Après les indépendances dans les années 60, les pays africains ont pour la plupart consacré leurs énergies et leurs moyens à la mise en place d’un système administratif solide, d’une véritable gouvernance politique et de modes de gestion modernes de leurs ressources naturelles. Cela dit, l’Afrique postcoloniale a largement vécu sur un modèle privilégiant l’aide publique au développement. Elle a été le champ d’expérimentation de théories économiques variées qui ont valorisé soit les industries lourdes, soit l’agriculture, soit les deux activités en même temps sans aboutir à des résultats probants.

Après la fin de la guerre froide, la chute du mur de Berlin, l’éclatement de l’Urss et l’établissement de régimes plus démocratiques en Afrique, la question de l’installation d’un modèle de développement fondé sur l’industrialisation réelle, c'est-à-dire la transformation structurelle des pays africains avec la promotion de la production et la création sur place d’entreprises de transformation des ressources naturelles, est devenue une nécessité.
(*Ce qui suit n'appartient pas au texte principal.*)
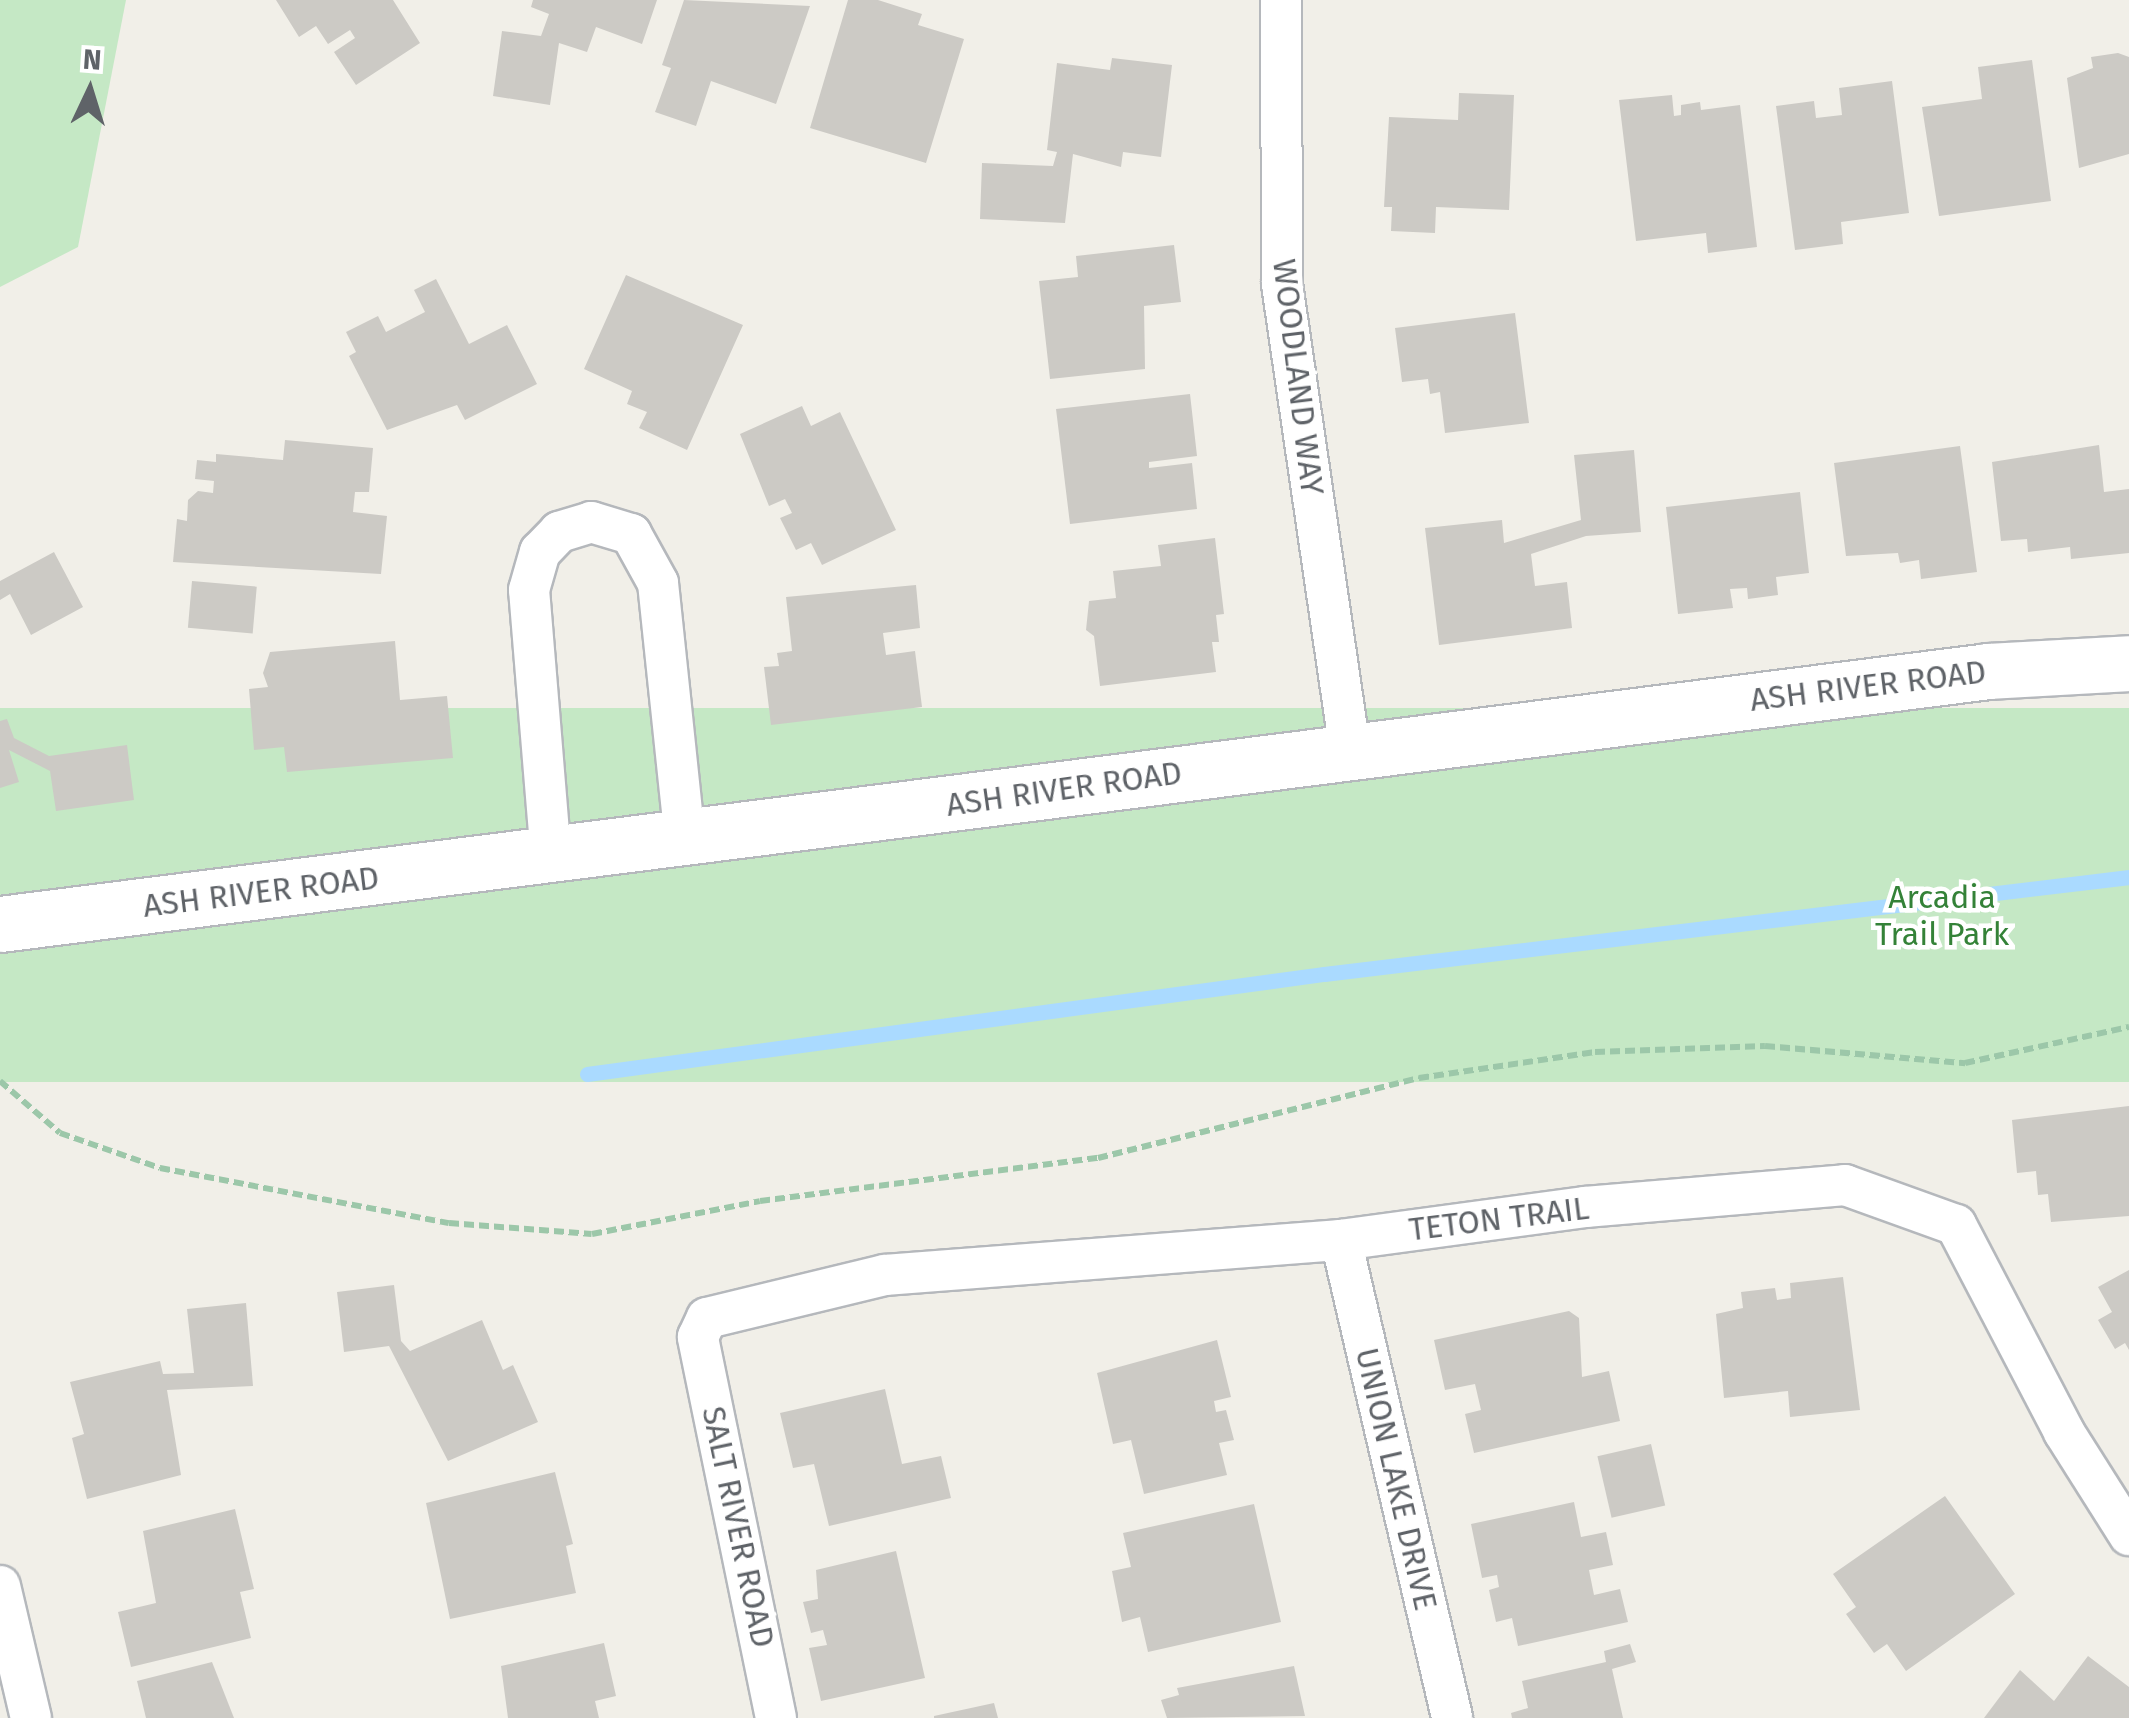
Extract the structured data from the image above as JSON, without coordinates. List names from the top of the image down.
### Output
{
  "streets": {
    "street": [
      "WOODLAND WAY",
      "ASH RIVER ROAD",
      "TETON TRAIL",
      "UNION LAKE DRIVE",
      "SALT RIVER ROAD"
    ]
  },
  "crossings": [
    ["WOODLAND WAY", "ASH RIVER ROAD"],
    ["TETON TRAIL", "UNION LAKE DRIVE"],
    ["TETON TRAIL", "SALT RIVER ROAD"]
  ],
  "parks": ["Arcadia Trail Park"],
  "north": "top"
}
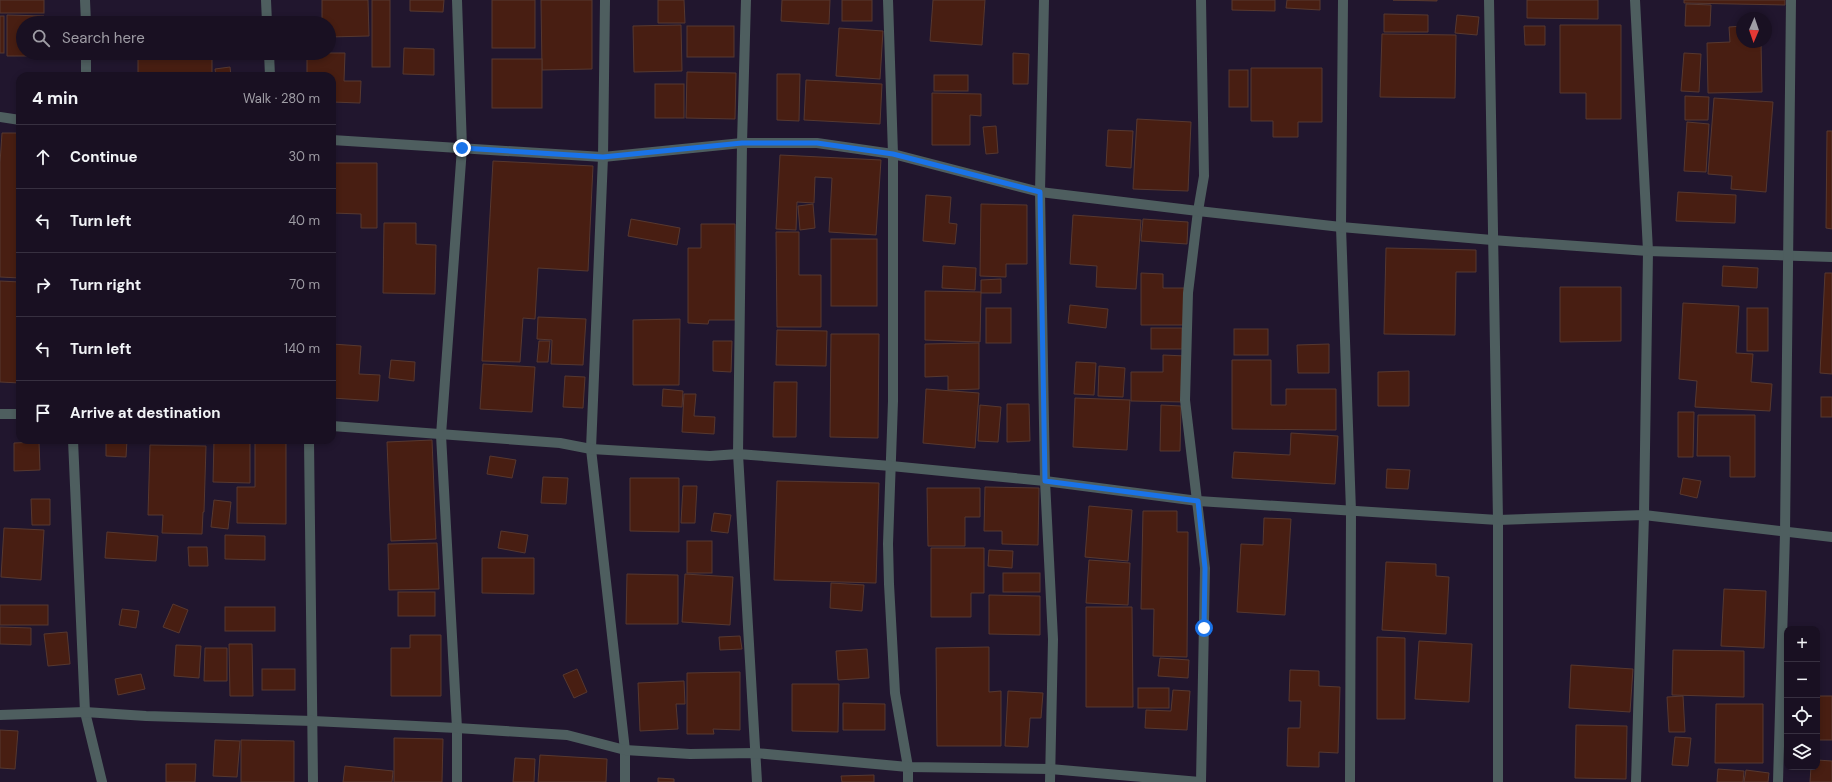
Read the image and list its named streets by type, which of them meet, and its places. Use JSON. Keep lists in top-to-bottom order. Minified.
{"north":"bottom","page":{"search":"Search here","heading":["4 min","Walk · 280 m"],"list":[["Continue","30 m"],["Turn left","40 m"],["Turn right","70 m"],["Turn left","140 m"],"Arrive at destination"],"map_buttons":["+","−"]}}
L’émergence des classes moyennes, l’adhésion de l’Afrique aux nouvelles technologies de l’information et de la communication, les travaux de l’Union africaine et de la Banque africaine de développement, ceux de la Commission des Nations Unies pour l’Afrique, tout cela doit inciter les dirigeants africains à réfléchir aux modalités d’une industrialisation du continent par l’Afrique et pour l’Afrique.

Le 14ième Forum économique international sur l’Afrique s’inscrit justement dans cette ligne et s’efforcera de déterminer les liens entre industrialisation et intégration pour une croissance inclusive. Géopolitique Africaine propose, pour sa part, de livrer des pistes de réflexion pour accompagner ce 14ième Forum économique international.

L’industrialisation de l’Afrique est devenue une nécessité car elle sera la clef de la transformation économique du continent pour permettre à celui-ci de relever les nombreux défis qui sont devant lui. Notamment celui de son essor démographique. Selon les prévisions, l’Afrique comptera en 2050 2,1 milliards d’habitants. Les populations seront essentiellement urbaines et vont exiger qu’on leur offre des opportunités économiques et sociales adéquates en matière de formation, d’emploi et d’amélioration du niveau de vie.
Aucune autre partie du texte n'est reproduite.